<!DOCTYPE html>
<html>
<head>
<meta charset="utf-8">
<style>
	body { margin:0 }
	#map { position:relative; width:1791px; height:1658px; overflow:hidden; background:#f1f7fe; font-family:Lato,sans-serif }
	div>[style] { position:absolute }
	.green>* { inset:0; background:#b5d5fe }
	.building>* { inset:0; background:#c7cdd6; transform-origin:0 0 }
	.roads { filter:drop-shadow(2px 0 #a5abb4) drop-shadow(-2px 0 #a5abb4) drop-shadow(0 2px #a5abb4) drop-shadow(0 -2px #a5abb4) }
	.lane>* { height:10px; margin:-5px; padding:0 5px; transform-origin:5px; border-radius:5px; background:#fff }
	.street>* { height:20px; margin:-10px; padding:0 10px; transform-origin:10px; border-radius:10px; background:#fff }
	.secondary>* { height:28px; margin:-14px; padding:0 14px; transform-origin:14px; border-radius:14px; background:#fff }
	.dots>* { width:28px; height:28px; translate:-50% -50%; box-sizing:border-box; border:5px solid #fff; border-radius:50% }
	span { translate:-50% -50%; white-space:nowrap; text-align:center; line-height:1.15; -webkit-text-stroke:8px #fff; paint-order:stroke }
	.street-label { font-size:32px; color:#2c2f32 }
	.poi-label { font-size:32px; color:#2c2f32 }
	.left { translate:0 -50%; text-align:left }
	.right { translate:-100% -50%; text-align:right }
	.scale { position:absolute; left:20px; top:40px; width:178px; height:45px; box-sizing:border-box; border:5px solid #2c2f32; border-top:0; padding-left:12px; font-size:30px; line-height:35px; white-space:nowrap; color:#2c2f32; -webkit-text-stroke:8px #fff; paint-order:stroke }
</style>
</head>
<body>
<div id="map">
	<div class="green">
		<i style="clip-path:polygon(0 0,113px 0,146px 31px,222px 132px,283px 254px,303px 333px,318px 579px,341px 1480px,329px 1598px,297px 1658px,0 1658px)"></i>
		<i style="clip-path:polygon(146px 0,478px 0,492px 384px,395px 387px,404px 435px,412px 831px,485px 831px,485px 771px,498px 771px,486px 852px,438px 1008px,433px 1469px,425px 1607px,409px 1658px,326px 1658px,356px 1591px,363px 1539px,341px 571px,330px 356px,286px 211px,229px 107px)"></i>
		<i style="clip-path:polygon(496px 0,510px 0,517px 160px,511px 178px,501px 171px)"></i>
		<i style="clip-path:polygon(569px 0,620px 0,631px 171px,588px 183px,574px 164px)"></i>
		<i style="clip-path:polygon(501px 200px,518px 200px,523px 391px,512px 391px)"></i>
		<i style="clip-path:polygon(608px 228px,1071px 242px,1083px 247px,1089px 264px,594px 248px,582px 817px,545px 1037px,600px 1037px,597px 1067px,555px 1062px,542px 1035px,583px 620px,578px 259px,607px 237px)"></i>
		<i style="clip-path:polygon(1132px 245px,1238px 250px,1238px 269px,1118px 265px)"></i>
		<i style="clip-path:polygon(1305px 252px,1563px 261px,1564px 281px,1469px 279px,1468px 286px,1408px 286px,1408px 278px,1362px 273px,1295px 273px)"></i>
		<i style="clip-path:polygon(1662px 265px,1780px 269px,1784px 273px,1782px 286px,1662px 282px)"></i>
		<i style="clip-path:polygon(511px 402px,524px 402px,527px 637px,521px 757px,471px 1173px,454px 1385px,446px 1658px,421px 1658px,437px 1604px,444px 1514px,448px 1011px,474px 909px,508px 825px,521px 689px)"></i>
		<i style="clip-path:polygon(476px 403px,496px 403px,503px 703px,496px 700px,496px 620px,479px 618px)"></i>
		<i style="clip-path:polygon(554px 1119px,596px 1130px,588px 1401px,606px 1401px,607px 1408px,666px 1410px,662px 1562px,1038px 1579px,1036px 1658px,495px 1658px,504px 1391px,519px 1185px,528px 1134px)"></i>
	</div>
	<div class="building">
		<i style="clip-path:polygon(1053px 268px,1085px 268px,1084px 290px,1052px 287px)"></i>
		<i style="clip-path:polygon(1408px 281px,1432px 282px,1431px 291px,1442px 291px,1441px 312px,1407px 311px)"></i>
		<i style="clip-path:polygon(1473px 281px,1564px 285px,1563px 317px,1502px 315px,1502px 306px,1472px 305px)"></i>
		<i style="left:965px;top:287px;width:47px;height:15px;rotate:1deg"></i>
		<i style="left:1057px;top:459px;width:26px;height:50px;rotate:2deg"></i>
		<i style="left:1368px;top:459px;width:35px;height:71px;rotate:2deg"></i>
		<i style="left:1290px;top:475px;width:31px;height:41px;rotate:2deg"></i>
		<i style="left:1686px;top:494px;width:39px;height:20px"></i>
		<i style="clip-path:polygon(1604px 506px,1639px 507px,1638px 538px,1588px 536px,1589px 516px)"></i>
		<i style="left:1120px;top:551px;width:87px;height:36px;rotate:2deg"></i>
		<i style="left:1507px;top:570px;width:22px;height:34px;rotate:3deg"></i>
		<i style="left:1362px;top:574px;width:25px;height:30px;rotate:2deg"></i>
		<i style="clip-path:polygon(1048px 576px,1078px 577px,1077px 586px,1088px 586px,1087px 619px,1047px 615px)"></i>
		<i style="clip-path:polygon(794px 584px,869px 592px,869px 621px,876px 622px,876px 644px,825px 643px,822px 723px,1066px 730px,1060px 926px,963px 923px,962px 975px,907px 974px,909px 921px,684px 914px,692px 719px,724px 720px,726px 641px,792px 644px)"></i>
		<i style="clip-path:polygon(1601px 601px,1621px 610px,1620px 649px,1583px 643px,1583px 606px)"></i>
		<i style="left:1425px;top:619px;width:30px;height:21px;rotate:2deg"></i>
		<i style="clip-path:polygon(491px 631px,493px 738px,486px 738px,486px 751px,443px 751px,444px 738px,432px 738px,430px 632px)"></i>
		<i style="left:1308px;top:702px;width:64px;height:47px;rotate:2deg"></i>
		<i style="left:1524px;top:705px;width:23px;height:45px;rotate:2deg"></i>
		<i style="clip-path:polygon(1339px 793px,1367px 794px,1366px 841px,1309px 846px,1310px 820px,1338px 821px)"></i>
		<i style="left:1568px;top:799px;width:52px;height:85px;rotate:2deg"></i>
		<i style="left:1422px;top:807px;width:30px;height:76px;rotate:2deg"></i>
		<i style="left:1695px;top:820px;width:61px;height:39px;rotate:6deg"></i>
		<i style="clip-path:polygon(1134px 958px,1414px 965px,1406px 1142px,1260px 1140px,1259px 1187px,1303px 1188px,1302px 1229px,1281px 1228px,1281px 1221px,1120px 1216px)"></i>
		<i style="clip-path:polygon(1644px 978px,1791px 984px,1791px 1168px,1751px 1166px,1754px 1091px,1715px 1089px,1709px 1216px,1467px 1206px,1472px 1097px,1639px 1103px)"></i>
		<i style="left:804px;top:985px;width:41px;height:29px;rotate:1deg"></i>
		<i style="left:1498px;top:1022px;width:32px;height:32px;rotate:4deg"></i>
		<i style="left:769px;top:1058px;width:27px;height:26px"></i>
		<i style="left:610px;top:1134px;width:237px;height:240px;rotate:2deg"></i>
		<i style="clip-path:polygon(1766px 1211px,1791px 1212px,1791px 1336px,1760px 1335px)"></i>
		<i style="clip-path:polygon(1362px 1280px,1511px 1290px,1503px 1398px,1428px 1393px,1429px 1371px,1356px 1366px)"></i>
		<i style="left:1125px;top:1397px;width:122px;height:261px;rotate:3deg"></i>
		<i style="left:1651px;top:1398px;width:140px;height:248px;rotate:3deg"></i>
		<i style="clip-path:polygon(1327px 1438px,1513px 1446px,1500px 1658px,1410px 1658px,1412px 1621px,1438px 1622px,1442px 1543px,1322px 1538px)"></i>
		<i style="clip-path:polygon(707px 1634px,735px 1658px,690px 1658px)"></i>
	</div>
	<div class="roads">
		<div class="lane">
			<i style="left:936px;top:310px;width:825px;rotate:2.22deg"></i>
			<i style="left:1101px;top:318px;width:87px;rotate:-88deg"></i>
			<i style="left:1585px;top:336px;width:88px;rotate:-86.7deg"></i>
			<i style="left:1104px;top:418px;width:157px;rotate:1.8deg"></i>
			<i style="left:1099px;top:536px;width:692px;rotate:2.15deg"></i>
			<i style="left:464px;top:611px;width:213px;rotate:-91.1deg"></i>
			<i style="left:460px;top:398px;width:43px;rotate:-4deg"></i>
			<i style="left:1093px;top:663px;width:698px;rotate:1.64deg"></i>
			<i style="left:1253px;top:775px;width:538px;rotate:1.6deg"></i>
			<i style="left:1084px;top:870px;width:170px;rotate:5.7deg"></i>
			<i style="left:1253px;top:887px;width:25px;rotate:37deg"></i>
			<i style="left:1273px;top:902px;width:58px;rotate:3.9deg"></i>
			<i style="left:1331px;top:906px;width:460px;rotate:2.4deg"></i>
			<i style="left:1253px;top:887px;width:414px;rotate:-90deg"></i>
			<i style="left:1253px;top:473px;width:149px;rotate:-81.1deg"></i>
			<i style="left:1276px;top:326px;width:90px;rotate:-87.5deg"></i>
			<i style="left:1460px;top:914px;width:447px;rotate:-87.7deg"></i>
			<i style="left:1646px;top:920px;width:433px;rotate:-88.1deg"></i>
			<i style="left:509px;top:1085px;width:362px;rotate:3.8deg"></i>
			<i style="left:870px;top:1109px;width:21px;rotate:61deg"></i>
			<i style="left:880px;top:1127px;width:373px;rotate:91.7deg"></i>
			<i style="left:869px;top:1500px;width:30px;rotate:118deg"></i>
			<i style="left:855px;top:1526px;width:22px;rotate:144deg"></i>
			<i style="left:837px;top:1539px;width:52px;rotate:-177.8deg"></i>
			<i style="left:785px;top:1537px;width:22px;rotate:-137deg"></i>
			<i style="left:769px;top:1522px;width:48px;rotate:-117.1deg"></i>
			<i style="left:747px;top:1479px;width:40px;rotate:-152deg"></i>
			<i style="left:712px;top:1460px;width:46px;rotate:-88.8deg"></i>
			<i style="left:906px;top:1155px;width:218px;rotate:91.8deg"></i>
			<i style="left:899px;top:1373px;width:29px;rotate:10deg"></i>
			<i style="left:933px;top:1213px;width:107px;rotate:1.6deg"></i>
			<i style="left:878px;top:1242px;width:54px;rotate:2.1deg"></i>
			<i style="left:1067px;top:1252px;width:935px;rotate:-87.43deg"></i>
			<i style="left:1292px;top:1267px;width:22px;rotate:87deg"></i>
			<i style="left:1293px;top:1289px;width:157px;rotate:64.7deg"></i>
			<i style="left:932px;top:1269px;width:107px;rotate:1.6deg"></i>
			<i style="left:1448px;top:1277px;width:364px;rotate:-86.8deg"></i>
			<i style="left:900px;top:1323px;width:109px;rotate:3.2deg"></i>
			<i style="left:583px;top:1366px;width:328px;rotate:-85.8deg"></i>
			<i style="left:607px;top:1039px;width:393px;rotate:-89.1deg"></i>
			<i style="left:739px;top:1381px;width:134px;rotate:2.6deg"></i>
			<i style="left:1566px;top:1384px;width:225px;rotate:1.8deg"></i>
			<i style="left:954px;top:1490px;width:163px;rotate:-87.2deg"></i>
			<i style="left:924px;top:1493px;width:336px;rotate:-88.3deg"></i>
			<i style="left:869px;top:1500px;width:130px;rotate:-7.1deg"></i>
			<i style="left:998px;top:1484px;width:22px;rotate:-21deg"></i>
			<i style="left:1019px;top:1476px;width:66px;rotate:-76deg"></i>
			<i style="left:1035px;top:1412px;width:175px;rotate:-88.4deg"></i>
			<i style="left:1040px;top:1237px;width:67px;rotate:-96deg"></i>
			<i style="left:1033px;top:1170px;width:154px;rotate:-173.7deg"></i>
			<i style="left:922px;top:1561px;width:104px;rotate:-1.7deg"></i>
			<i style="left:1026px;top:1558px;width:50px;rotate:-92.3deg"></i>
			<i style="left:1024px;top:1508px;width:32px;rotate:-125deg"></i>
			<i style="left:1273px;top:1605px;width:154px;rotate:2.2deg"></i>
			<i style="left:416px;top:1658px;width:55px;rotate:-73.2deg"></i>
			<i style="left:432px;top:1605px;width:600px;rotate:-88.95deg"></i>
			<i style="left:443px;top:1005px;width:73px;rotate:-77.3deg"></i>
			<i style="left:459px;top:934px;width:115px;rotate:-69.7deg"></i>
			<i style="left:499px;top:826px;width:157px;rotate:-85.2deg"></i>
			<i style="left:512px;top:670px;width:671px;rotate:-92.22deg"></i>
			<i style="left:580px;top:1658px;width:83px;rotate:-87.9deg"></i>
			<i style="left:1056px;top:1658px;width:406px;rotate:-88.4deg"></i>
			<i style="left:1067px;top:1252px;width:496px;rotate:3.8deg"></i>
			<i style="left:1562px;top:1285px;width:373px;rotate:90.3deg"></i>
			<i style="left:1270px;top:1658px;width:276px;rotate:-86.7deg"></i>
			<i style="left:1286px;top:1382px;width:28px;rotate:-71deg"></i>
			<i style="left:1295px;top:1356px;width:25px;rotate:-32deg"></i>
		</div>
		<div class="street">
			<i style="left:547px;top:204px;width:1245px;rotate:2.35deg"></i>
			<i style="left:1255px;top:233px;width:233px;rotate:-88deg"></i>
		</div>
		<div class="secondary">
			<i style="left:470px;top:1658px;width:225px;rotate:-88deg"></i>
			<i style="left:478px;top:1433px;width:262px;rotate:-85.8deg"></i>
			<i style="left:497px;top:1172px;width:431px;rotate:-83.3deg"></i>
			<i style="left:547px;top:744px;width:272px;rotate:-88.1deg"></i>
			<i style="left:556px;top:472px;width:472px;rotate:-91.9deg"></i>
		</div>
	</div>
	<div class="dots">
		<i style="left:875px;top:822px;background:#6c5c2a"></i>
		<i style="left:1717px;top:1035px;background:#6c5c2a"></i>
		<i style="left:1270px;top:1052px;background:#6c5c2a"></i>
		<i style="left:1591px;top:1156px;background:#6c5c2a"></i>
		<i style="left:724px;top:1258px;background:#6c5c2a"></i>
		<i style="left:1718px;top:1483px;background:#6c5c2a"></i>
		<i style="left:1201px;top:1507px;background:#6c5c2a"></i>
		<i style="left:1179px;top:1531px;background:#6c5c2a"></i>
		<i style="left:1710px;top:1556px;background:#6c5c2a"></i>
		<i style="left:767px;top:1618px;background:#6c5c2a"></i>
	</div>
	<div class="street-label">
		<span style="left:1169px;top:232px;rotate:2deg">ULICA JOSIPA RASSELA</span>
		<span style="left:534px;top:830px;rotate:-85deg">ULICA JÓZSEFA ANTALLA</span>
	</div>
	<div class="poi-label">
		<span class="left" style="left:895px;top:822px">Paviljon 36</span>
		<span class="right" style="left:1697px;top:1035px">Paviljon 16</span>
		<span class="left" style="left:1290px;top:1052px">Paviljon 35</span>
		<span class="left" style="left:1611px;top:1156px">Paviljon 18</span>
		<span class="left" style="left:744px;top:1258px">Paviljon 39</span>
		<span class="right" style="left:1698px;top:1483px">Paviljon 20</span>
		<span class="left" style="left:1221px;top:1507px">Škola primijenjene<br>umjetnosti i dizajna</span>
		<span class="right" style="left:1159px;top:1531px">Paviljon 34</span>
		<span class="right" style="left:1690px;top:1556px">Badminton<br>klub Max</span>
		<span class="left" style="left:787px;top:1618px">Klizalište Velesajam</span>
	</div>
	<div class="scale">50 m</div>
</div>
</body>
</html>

—————

● Your assignment
Write out exactly the lines from the start of the material through the line with "filter:drop-shadow(2px 0 #a5abb4)". No other output is expected.

● Final answer
<!DOCTYPE html>
<html>
<head>
<meta charset="utf-8">
<style>
	body { margin:0 }
	#map { position:relative; width:1791px; height:1658px; overflow:hidden; background:#f1f7fe; font-family:Lato,sans-serif }
	div>[style] { position:absolute }
	.green>* { inset:0; background:#b5d5fe }
	.building>* { inset:0; background:#c7cdd6; transform-origin:0 0 }
	.roads { filter:drop-shadow(2px 0 #a5abb4) drop-shadow(-2px 0 #a5abb4) drop-shadow(0 2px #a5abb4) drop-shadow(0 -2px #a5abb4) }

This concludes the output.